The single-payer model derives its name from the idea that all health-care bills are paid by a single source, which in our case would be the U.S. government. The federal system, administered by the states, would cover all medically necessary services, including doctor and hospital bills, prescription drugs, long-term care, mental-health and substance-abuse treatment, vision and dental care, and preventive care. Since the system would cover all payments, patients wouldn’t have to contend with deductibles and co-payments. And consumers would be free to choose their own doctors and hospitals.

Unlike the British system, under which many doctors work for a government health service, in the proposed U.S. single-payer system (as in Canada) doctors would continue to practice privately on a fee- for-service basis. A single-payer system is not “socialized medicine.”

Enormous savings come, first, because the system eliminates the paperwork and administrative waste associated with fifteen hundred insurance companies, Medicare, Medicaid, and countless self-insured corporate plans; and second, because the single-payer agency exercises tremendous control over the market by negotiating the best rates when dealing with hospitals and doctors.

Can the managed-competition juggernaut be stopped? Perhaps. Most likely Congress will struggle with health-care reform well into 1994, and members of Congress are susceptible to public concern. Dozens of grass-roots coalitions for Canadian-style reform are springing up across the country. Powerful groups like the AFL-CIO and the American Association of Retired Persons, which now lean toward managed competition, could be swayed if Clinton’s plan runs into trouble. And the media–including the radio talk shows–are ready to hear from people and groups who are concerned about managed competition.

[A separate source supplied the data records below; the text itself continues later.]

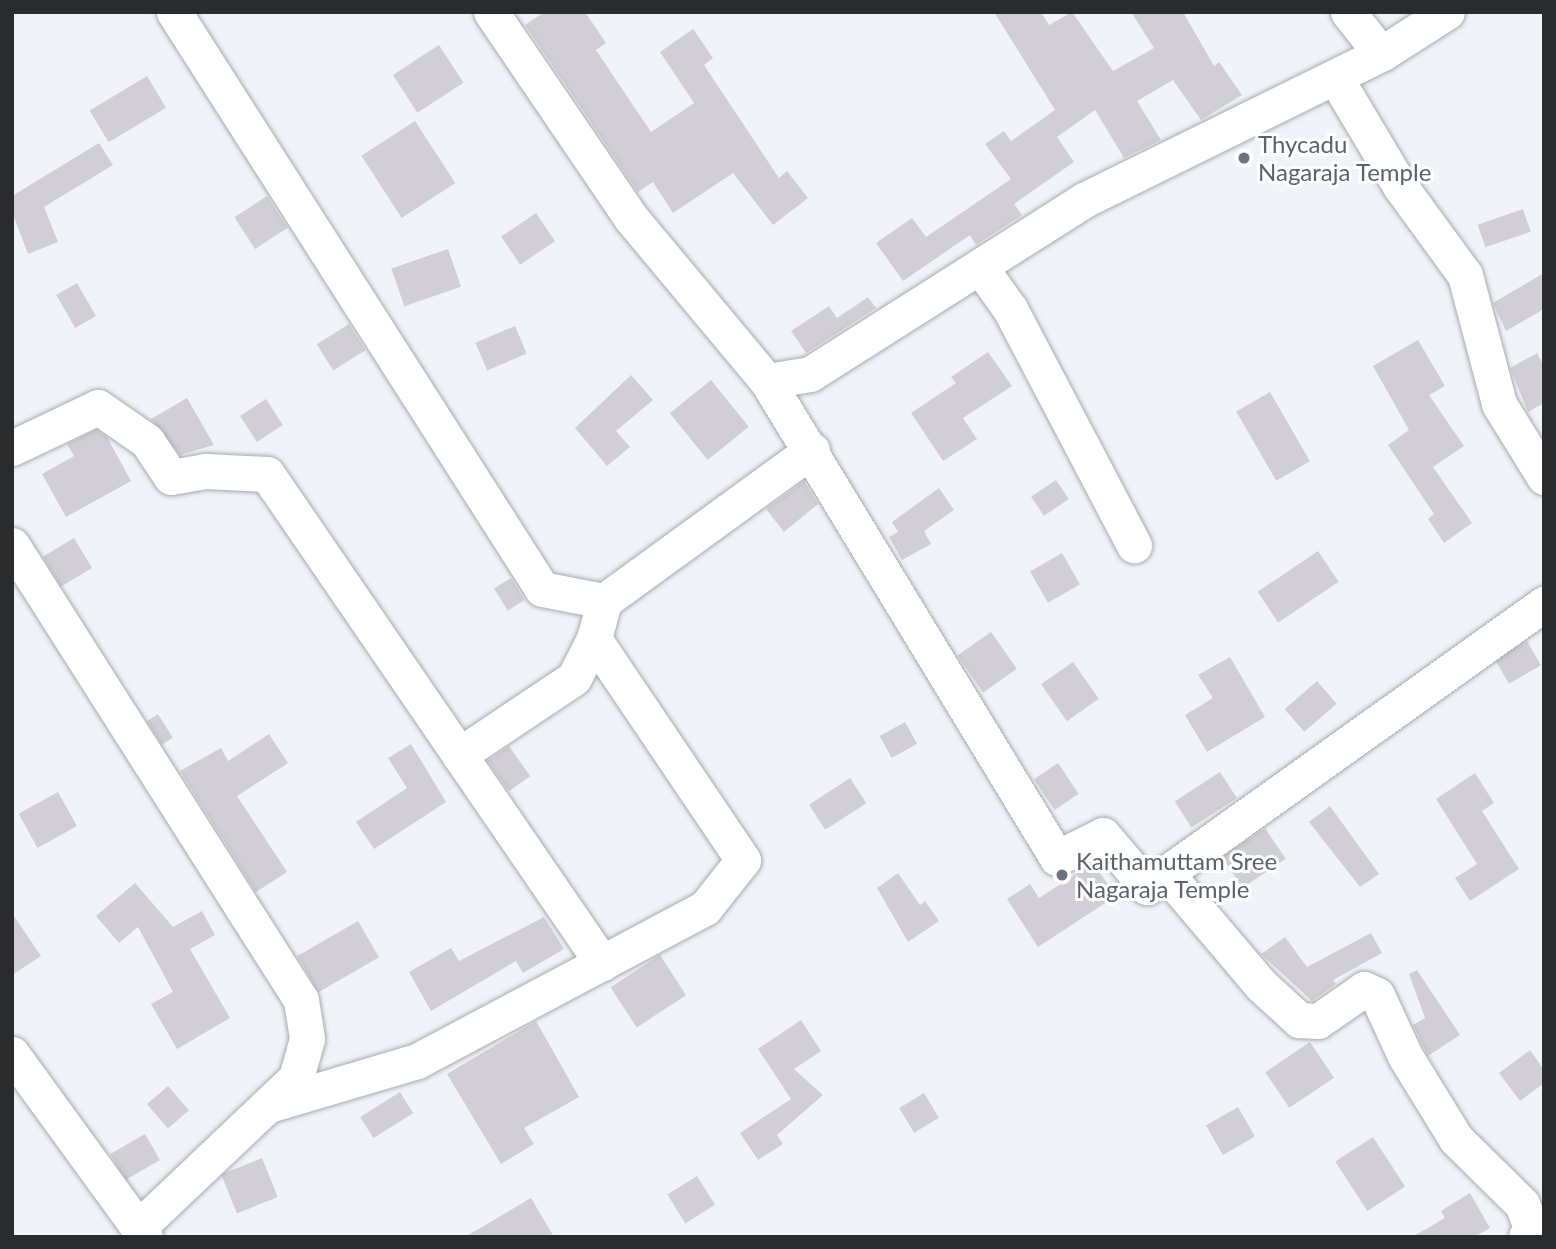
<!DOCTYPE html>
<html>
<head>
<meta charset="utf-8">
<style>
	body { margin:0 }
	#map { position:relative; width:1556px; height:1249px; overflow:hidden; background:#f0f4f9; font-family:Lato,sans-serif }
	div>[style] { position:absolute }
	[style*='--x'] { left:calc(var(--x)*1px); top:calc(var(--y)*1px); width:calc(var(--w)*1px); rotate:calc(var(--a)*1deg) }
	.building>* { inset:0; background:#d1cfd5; transform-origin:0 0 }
	.roads { filter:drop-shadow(0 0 2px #a6aaae) drop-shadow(0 0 2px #a6aaae) }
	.minor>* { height:35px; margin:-17.5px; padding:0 17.5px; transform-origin:17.5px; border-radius:17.5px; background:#fff }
	.dots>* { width:19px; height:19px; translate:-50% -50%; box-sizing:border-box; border:4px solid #fff; border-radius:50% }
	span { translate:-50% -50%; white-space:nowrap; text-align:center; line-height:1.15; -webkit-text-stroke:6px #fff; paint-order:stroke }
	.worship-label { font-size:24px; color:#5b616d }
	.left { translate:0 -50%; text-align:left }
	.frame { position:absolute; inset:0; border:14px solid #2a2b2d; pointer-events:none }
</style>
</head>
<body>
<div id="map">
	<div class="building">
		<i style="clip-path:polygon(544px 12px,585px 12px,606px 43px,596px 50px,651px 132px,694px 103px,660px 52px,693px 29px,713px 58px,704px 65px,779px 178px,787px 171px,808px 198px,773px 225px,733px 173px,673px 213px,653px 182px,638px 192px,525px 25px)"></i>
		<i style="clip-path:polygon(994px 12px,1041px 12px,1049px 25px,1072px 12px,1113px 71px,1154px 48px,1131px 12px,1183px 12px,1214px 66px,1219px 62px,1242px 95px,1201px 120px,1173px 80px,1137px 101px,1161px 140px,1124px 158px,1095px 110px,1057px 137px,1074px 162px,1014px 204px,1022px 215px,976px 245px,970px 235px,903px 281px,876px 243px,912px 218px,926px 237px,1011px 179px,985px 144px,1004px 131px,1011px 141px,1055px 110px)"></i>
		<i style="left:439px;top:45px;width:45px;height:55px;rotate:57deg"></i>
		<i style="left:147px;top:76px;width:37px;height:67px;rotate:59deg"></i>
		<i style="left:415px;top:121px;width:74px;height:64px;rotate:57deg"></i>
		<i style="clip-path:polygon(99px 143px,113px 165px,44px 207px,58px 242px,28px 254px,12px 212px,12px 196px)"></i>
		<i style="left:267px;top:196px;width:38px;height:39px;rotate:57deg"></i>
		<i style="left:1523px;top:209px;width:24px;height:48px;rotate:71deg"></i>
		<i style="left:536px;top:213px;width:34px;height:42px;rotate:56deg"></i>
		<i style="left:448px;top:249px;width:40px;height:60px;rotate:71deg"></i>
		<i style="clip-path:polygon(1544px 273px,1544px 309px,1506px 331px,1493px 303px)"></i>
		<i style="left:77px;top:283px;width:38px;height:24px;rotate:60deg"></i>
		<i style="clip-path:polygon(868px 297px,876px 308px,806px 353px,791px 331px,829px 306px,837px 318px)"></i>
		<i style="left:349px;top:324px;width:31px;height:38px;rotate:58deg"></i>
		<i style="left:515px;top:326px;width:30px;height:43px;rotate:67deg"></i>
		<i style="clip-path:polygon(1418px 340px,1445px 386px,1429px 395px,1464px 446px,1433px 467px,1472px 523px,1444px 543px,1428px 519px,1434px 514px,1388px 445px,1409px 430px,1373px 366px)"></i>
		<i style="clip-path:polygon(988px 352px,1012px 386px,963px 418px,977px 439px,943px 461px,911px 413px,956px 383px,951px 377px)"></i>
		<i style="clip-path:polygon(1537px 353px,1544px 366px,1544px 403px,1528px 412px,1510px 368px)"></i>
		<i style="clip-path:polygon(631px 375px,653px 400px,616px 431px,630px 447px,607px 466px,575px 428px)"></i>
		<i style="left:711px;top:380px;width:60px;height:53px;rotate:51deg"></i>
		<i style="left:1270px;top:392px;width:80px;height:39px;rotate:60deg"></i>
		<i style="clip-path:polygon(187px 398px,214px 445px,180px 455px,151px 419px)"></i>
		<i style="left:266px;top:399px;width:31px;height:31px;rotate:57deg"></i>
		<i style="clip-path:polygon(96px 430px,107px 437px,131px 481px,66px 517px,42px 474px,74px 456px,67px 444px)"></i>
		<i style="left:1056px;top:480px;width:23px;height:30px;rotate:56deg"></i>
		<i style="clip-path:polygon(804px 481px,818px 504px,784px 532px,766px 509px)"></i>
		<i style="clip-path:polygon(939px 488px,954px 510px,924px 531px,931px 544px,902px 560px,889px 537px,898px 532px,892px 522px)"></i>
		<i style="left:74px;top:538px;width:35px;height:36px;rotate:59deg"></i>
		<i style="left:1318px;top:551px;width:37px;height:73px;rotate:56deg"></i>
		<i style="left:1062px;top:553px;width:36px;height:37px;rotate:60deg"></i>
		<i style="left:511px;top:578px;width:26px;height:20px;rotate:58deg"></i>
		<i style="left:991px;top:632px;width:45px;height:41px;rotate:55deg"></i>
		<i style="left:1527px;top:641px;width:28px;height:37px;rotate:60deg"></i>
		<i style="clip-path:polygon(1230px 657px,1265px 717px,1207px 752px,1185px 715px,1213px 698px,1198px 675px)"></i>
		<i style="left:1073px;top:662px;width:45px;height:39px;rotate:55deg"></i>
		<i style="left:1317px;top:681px;width:30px;height:43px;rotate:49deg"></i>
		<i style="left:158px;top:714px;width:28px;height:13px;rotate:58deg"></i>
		<i style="left:905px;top:722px;width:25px;height:29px;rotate:61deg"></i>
		<i style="clip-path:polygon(269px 734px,288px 763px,237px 796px,287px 872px,256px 892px,180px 771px,221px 748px,228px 761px)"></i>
		<i style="clip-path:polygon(411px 744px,446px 802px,374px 849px,356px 822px,407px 788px,388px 758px)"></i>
		<i style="left:509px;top:746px;width:37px;height:26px;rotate:55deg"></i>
		<i style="left:1058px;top:763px;width:37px;height:29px;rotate:56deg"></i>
		<i style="left:1220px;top:772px;width:31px;height:54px;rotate:57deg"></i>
		<i style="clip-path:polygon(1475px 773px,1494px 803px,1482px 811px,1519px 869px,1470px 901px,1455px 878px,1477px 864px,1436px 799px)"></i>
		<i style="left:850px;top:778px;width:30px;height:49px;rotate:57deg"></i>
		<i style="left:58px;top:792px;width:39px;height:45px;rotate:61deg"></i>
		<i style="clip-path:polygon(1330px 806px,1379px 874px,1360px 887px,1309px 822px)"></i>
		<i style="left:1265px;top:828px;width:37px;height:52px;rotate:56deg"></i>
		<i style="clip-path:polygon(1093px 863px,1116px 896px,1038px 947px,1007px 899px,1030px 884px,1039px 898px)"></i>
		<i style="clip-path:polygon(898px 873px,920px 905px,925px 901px,939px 921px,908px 942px,877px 888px)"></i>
		<i style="clip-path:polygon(135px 883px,173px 927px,202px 911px,215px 935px,190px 949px,230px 1018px,177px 1049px,151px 1004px,173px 992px,138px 927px,119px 943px,96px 916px)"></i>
		<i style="clip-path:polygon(12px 913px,41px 956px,12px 975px)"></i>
		<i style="clip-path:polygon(544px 917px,564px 949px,523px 973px,516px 961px,431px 1011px,409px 972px,451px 948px,459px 961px)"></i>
		<i style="left:358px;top:921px;width:42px;height:70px;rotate:60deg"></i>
		<i style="clip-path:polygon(1371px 933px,1382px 953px,1333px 980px,1336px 984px,1312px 1001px,1261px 954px,1285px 937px,1307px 967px)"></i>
		<i style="left:660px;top:955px;width:48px;height:59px;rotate:57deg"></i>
		<i style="clip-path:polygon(1417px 970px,1460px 1035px,1428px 1056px,1413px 1025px,1425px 1018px,1409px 974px)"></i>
		<i style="clip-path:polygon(801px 1020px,821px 1051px,794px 1069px,823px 1095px,777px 1135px,783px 1144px,758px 1160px,740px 1133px,791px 1099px,758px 1049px)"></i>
		<i style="clip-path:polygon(536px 1021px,579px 1097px,524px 1128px,534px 1144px,501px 1164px,447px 1074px)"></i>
		<i style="left:1310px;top:1042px;width:43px;height:54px;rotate:56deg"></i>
		<i style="clip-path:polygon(1530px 1050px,1544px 1070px,1544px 1083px,1520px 1101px,1499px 1073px)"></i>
		<i style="left:168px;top:1086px;width:32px;height:28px;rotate:49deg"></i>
		<i style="left:400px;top:1092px;width:25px;height:47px;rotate:58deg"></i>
		<i style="left:924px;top:1093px;width:29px;height:29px;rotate:59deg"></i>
		<i style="left:1238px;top:1107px;width:34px;height:37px;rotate:60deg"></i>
		<i style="left:145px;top:1134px;width:30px;height:40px;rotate:60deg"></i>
		<i style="left:1373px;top:1137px;width:59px;height:45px;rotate:57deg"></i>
		<i style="left:262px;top:1158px;width:42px;height:44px;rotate:68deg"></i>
		<i style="left:697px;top:1176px;width:34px;height:35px;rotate:58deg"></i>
		<i style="clip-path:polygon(1470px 1193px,1490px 1228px,1474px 1237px,1412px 1237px,1445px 1218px,1441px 1211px)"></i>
		<i style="clip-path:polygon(531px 1198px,554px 1237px,465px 1237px)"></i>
	</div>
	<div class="roads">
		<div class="minor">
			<i style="--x:174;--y:12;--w:684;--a:57.47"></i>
			<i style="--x:542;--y:589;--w:63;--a:11"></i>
			<i style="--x:491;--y:12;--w:249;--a:55.8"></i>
			<i style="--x:631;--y:218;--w:212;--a:50.2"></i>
			<i style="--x:767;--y:381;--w:44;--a:-9.2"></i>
			<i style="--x:810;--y:374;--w:325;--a:-32.4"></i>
			<i style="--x:1084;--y:200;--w:331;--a:-26.2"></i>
			<i style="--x:1381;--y:54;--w:78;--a:-32.5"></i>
			<i style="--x:1348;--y:12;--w:53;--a:51.8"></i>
			<i style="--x:1335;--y:77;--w:127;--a:59.2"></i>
			<i style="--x:1400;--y:186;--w:110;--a:53.9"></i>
			<i style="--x:1465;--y:275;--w:133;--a:75.2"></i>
			<i style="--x:1499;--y:404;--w:86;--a:58.3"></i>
			<i style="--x:980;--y:267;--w:52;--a:54.5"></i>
			<i style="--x:1010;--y:309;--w:267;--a:62.3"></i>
			<i style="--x:767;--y:381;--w:558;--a:58.7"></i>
			<i style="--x:1057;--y:858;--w:51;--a:-26.6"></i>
			<i style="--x:1103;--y:835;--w:68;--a:49.8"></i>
			<i style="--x:1147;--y:887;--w:488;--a:-35.5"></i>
			<i style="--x:12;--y:448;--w:95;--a:-25.5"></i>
			<i style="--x:98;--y:407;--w:60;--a:34.8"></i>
			<i style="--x:147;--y:441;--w:43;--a:56.3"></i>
			<i style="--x:171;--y:477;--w:35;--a:-10"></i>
			<i style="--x:205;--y:471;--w:62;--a:2.8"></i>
			<i style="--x:267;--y:474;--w:593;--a:55.59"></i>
			<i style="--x:12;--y:545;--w:539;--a:57.58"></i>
			<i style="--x:301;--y:1000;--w:39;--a:81"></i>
			<i style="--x:307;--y:1039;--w:41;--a:105.8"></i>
			<i style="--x:296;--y:1078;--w:215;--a:136.5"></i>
			<i style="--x:459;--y:755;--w:138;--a:-33.8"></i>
			<i style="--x:574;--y:678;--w:44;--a:-62.9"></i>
			<i style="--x:1166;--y:873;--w:147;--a:49.7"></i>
			<i style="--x:1261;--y:985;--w:52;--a:42.6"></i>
			<i style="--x:1299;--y:1020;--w:19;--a:3"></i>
			<i style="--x:1318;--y:1021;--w:56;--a:-34.8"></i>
			<i style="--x:1364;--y:989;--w:14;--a:25"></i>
			<i style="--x:1377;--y:995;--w:67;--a:65.3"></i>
			<i style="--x:1405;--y:1056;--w:97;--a:58.4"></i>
			<i style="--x:1456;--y:1139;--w:93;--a:44.6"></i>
			<i style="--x:1522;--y:1204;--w:25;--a:69"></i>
			<i style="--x:1531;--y:1227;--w:11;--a:117"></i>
			<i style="--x:12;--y:1054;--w:226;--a:54"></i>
			<i style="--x:272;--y:1104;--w:151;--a:-16.5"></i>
			<i style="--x:417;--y:1061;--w:326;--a:-28"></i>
			<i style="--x:705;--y:908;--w:61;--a:-51.6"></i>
			<i style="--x:743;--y:860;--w:267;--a:-124"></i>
			<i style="--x:594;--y:639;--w:39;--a:-75"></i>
			<i style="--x:604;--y:601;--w:257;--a:-36"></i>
		</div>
	</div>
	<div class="dots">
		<i style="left:1244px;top:158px;background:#6b7280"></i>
		<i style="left:1062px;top:875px;background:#6b7280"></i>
	</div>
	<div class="worship-label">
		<span class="left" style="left:1258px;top:158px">Thycadu<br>Nagaraja Temple</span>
		<span class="left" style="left:1076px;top:875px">Kaithamuttam Sree<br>Nagaraja Temple</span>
	</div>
	<div class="frame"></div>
</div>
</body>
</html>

The force that could drive America toward adopting a single-payer system is the skyrocketing cost of care. Whether or not a managed- competition system is installed in the next few years, estimates are that costs will continue to rise from $840 billion in 1993 to something like $2 trillion by 2000. The prospect of such staggering numbers should mobilize voters and convince businesses that a federal takeover of health care is the only solution.

Robert Dreyfuss is a Washington, D.C., writer who covers health care, politics, and national security issues.